Growing up, he has had the best of both worlds, which has made it difficult for him to truly understand his roots.
Three minutes into episode one, I was taking my hat off to Barbuzano, who penned this ingenious series, too.
The opening scene was of a school play. Jessica rallied family and friends to come to watch their son perform.
When he suffers a bout of stage fright, Danny gets up and starts to sing to him. It seems to help ease his son’s anxiety, more so when the entire group joins in.
Witnessing that bond and love was such an incredible moment.
Viewers are taken on a roller-coaster of emotions. They will laugh, cry and be surprised.
Tiffany has woven such incredible arcs for each character.

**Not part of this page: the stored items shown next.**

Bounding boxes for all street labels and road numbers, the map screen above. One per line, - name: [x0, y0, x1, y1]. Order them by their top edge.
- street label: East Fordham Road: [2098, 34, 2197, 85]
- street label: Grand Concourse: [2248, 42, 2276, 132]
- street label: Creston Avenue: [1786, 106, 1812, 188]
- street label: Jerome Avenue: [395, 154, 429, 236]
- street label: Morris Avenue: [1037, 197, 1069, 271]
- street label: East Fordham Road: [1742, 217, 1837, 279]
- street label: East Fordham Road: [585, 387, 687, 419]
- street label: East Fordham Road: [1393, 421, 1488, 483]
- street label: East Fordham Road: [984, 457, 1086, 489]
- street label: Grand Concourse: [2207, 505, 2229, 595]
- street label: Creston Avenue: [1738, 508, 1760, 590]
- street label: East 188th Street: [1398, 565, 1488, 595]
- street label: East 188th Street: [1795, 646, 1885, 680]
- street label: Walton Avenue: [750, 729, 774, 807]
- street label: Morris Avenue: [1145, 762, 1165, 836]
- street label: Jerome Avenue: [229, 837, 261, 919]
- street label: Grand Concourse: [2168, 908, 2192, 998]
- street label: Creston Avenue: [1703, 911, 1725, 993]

She explores their frustrations, joys, fears, vulnerability and hopes with remarkable perception.
And the drama has a proudly South African feel, especially in the scene where Abi alerts the neighbourhood security of a robbery in progress. The character is calm throughout, which is indicative of how most people respond to acts of crime.

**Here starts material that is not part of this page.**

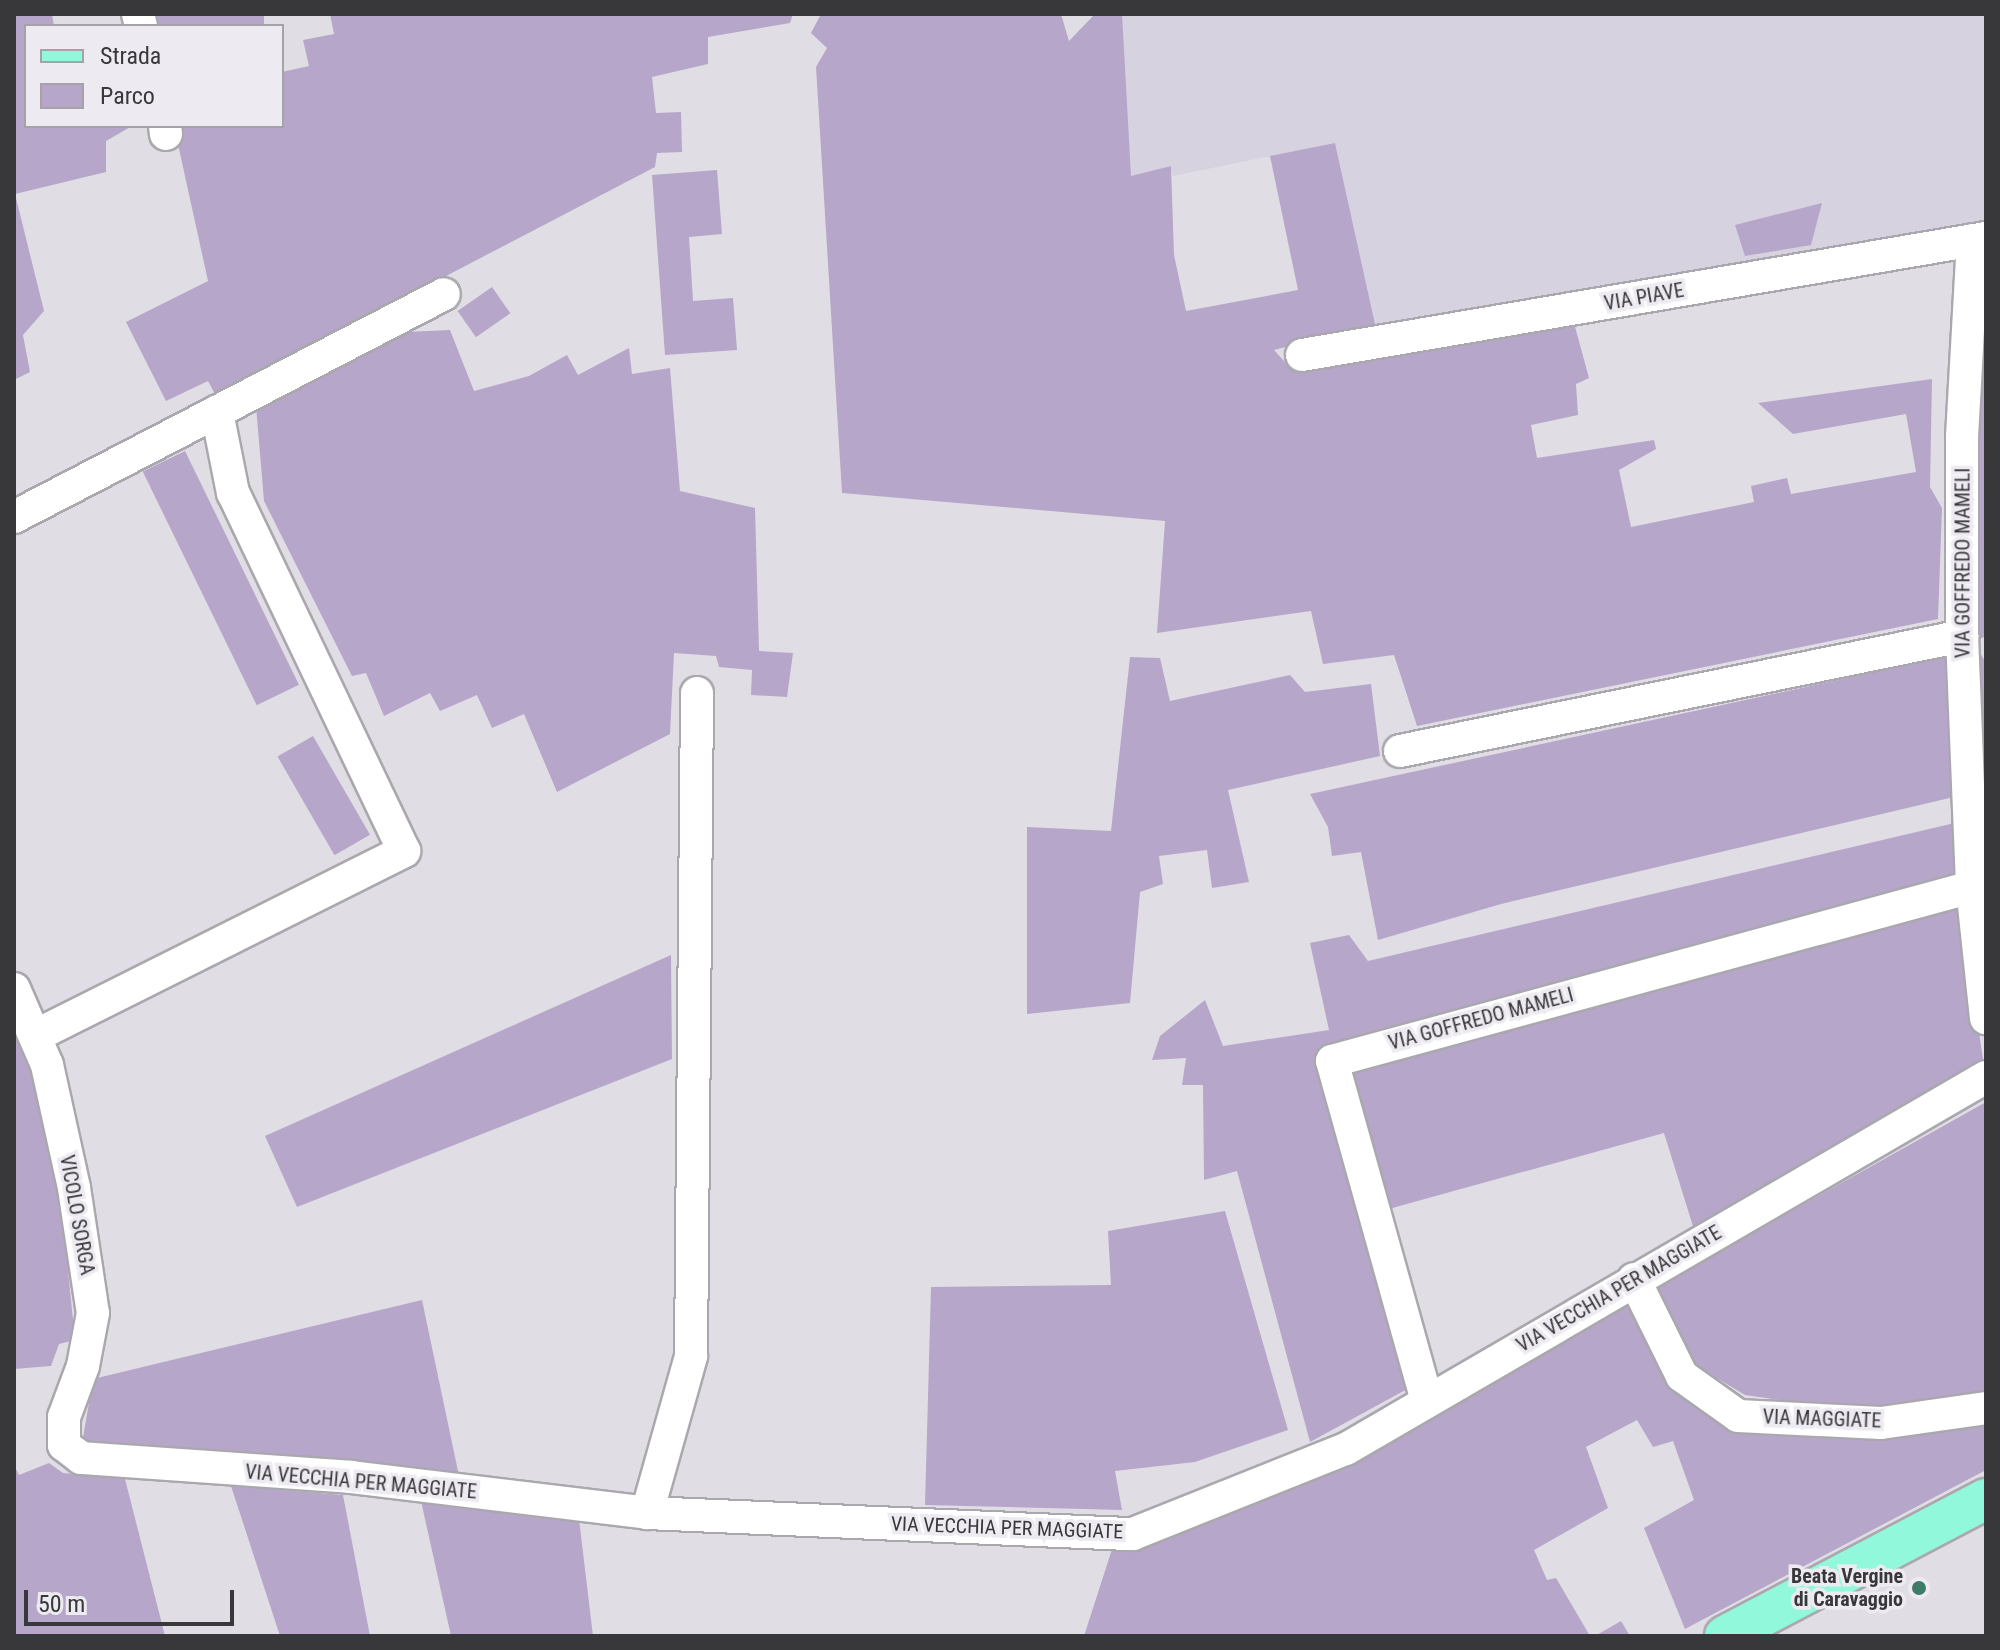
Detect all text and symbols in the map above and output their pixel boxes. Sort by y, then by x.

Johnny Barbuzano, who is the executive producer and director, also deserves praise for his adroit direction. Each scene is perfectly framed. The narrative flows beautifully.
When handling a multi-star show, there is a risk of some characters getting shortchanged for screen time. That is not the case here. Every character gets their time to shine and, in so doing, gets the viewers invested in their respective and interwoven journeys.
"Still Breathing" is a first-rate show with flawed characters that engage your every emotion. Goes without saying, the casting is spot-on.
Tiffany and Johnny Barbuzano have raised the benchmark for homegrown dramas.
Be sure to tune in as emotions run high when an old lover returns, an estranged best friend arrives to lend support and a long-lost son rocks up, too. The drama will take your breath away, so keep those tissues close-by.
"Still Breathing" airs on M-Net (DStv channel 101) on Thursdays at 8pm.